When Fisher’s former stepfather, Eric Daniels, was sentenced to prison in Georgia last year for sexually exploiting young girls, Ziegler concluded that Daniels must have molested Fisher, not Sandusky.
Asked about Ziegler’s baiting, Fisher tries to appear nonchalant.
“If he has questions about me, he should just ask them directly — reach out and shake my hand like a man,” he said.
Still, there are times when Fisher and Hennessy appear to leave themselves open to attack.
After a February trip to Nashville, Fisher posted to Facebook a photo of his girlfriend lying on a hotel bedspread covered in cash.
Ziegler responded: “Here is Penn State’s money being put to good use.”
Hennessy threw herself into the fray. After a lengthy back-and-forth, she eventually offered to have Fisher take a lie-detector test if Ziegler would back off and apologize. That test never happened.
“You think you know everything and I’ve had enough,” Hennessy wrote in their Facebook exchange. “I know what really happened. Sandusky molested my child.”
‘No longer a victim’
Despite the scrutiny, Fisher keeps talking about Sandusky.
In his speaking engagements, he stresses the importance of a more open conversation surrounding sex abuse.
“I didn’t see this type of crime on TV as a kid,” he told the Utah crowd. “It was always murder, a car crash, a convenience store robbery. I didn’t know how to talk about it.”
“You think you know everything and I've had enough. I know what really happened. Sandusky molested my child.”
Dawn Hennessy, to conservative talk show host John Ziegler
And with upcoming appearances scheduled in South Dakota and Virginia, it is clear others continue to listen.
Looking back, Hennessy still can’t quite believe they are still talking about it all seven years later.
“It’s nuts,” she said. “It’s something I really never expected. Maybe I was naive.”
Of his own role, Fisher is less sure.
He demurs when asked whether the speeches he now gives might have helped that 15-year-old version of himself who was too terrified to talk to anyone about his abuse.
“If I would have known about the struggles to get through this up front, no way would I have done it.” he said. Still, he added: “I feel great knowing that what I am doing might help some other kid.”
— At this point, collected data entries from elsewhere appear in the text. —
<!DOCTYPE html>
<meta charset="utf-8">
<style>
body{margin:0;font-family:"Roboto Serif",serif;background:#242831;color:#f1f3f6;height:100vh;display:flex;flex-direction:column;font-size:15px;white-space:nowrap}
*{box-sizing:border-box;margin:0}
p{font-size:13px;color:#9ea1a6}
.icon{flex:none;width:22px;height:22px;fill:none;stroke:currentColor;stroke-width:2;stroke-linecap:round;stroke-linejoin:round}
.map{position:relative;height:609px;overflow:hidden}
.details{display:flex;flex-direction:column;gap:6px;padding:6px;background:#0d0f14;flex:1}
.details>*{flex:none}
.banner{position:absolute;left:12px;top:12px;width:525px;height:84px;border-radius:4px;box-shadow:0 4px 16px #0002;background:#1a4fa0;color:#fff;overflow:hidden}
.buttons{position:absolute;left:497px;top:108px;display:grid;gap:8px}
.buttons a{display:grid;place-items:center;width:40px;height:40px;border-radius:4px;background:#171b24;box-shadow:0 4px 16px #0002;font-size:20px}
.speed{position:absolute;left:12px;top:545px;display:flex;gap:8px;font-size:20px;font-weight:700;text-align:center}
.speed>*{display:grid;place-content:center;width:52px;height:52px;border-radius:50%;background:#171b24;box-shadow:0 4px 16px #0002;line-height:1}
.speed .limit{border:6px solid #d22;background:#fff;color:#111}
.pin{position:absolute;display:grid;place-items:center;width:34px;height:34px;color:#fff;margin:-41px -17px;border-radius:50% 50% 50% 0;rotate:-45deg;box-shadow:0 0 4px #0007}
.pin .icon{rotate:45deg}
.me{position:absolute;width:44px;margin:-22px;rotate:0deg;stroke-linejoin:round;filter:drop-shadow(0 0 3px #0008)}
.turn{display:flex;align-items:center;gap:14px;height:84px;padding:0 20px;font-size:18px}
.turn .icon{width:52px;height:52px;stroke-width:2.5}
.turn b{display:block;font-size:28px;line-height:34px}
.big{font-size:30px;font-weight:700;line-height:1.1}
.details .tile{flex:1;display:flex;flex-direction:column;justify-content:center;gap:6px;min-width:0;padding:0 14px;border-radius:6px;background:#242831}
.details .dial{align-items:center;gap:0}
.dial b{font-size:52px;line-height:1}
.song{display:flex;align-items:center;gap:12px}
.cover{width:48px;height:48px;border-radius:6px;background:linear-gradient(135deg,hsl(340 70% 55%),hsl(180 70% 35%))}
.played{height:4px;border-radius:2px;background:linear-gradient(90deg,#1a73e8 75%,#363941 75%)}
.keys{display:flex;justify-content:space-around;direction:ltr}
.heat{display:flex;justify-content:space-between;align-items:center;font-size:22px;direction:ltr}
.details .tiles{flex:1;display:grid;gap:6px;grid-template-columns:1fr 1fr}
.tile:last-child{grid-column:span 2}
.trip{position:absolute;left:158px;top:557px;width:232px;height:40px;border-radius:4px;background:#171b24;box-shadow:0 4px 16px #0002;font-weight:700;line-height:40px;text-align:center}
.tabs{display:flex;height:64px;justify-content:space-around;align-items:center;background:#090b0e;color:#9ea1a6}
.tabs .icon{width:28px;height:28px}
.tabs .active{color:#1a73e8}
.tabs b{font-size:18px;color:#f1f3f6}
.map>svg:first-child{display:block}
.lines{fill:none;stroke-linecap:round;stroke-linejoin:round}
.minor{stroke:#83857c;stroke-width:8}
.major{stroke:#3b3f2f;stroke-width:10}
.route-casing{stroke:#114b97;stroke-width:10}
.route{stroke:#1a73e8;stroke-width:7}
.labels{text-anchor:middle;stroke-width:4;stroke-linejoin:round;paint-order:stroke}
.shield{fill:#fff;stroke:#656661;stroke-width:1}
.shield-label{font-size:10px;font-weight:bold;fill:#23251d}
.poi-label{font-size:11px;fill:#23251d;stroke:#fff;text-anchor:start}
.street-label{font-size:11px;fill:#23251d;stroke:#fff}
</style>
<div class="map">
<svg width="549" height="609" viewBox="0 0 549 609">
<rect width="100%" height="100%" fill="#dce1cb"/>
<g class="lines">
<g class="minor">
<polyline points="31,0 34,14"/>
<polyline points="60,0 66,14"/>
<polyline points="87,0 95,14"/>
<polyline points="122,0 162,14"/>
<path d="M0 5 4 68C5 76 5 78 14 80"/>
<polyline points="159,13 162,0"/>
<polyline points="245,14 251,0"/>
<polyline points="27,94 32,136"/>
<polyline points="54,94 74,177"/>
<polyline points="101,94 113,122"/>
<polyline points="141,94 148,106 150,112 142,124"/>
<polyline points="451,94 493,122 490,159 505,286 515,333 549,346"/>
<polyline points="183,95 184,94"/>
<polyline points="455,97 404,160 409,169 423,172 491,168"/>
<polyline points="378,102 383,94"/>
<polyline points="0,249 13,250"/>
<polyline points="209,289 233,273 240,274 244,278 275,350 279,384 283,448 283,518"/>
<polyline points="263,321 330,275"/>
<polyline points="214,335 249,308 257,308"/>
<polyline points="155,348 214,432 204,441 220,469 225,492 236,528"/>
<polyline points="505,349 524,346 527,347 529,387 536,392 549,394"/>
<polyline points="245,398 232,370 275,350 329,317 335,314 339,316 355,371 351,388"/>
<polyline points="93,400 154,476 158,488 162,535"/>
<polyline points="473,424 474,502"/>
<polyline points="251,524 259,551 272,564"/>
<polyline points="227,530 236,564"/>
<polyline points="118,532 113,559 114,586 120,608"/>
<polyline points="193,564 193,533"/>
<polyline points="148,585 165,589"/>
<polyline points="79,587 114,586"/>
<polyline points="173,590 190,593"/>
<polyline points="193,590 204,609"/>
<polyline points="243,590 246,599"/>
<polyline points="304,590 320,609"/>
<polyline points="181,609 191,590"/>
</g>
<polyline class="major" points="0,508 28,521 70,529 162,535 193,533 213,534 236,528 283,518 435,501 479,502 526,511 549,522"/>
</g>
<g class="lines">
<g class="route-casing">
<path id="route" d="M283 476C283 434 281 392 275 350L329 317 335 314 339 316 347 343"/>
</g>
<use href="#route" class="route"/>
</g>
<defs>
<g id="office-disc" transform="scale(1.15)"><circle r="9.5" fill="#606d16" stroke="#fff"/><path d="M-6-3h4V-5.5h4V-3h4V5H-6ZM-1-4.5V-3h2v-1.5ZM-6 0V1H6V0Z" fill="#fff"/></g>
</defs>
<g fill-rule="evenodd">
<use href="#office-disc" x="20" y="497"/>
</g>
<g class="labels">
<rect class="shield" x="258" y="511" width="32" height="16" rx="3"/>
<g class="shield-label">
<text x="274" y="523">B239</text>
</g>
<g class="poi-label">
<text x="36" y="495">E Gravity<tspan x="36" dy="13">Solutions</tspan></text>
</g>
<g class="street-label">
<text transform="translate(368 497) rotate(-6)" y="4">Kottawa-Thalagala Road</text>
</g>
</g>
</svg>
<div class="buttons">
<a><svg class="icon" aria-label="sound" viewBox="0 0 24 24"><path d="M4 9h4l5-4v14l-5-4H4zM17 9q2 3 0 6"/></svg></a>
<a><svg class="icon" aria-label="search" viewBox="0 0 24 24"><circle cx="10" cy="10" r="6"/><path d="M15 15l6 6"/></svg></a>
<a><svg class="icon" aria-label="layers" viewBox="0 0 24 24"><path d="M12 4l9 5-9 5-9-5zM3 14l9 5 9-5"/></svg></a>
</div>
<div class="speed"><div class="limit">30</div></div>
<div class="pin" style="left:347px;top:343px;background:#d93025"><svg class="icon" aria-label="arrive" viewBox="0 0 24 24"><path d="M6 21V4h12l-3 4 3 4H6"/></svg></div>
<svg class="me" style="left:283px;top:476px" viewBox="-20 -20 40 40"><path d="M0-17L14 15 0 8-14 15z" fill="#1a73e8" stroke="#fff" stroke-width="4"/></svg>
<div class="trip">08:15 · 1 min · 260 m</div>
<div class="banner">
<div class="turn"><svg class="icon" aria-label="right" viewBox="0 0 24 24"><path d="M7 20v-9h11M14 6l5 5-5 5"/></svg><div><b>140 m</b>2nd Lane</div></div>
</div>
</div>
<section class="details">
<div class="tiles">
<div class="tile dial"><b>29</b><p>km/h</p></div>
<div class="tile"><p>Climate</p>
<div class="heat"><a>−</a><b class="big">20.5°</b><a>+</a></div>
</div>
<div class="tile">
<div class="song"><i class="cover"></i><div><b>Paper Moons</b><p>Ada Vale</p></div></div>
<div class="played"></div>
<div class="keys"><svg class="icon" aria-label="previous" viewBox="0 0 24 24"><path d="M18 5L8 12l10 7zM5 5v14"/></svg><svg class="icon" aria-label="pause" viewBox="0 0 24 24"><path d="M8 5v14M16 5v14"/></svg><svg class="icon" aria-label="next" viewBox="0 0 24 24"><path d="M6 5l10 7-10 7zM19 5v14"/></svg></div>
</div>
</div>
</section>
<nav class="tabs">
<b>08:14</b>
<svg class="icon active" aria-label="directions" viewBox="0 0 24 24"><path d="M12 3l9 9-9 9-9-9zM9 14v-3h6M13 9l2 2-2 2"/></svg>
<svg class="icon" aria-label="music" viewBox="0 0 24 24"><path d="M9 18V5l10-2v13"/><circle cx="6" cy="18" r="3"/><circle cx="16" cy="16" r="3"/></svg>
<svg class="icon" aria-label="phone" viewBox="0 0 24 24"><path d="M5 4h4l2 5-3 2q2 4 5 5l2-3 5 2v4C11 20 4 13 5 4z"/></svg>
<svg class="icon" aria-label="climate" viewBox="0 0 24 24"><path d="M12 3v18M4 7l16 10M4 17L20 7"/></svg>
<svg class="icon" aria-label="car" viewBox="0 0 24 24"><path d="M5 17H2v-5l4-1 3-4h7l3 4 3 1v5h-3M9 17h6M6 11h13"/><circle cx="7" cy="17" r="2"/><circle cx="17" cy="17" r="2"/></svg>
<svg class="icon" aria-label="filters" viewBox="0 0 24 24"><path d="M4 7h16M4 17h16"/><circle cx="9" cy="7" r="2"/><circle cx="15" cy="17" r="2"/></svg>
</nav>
It’s not that Fisher wants to keep talking about Sandusky forever.
He dreams one day of moving his family to the mountains of Tennessee. He hasn’t given up on his goal of working in law enforcement, either. Maybe he will become a state trooper there, he muses, or an FBI agent one day.
But for now, he has a serious girlfriend, two kids he is crazy about and more money than he knows what to do with — more than most 21-year-olds can say for their lives.
And with his advocacy, he feels like he is making a difference.
After the Utah speech, a woman approached Fisher in the conference center lobby to thank him.
“That was so empowering,” she said.
Fisher joked in response: “Stop, you’re going to make me cry.”
They hugged. Looking on, Hennessy smiled.
“He is no longer a victim,” she said. “We are no longer victims. Aaron is a hero — a survivor — who is maturing into an awesome young man.”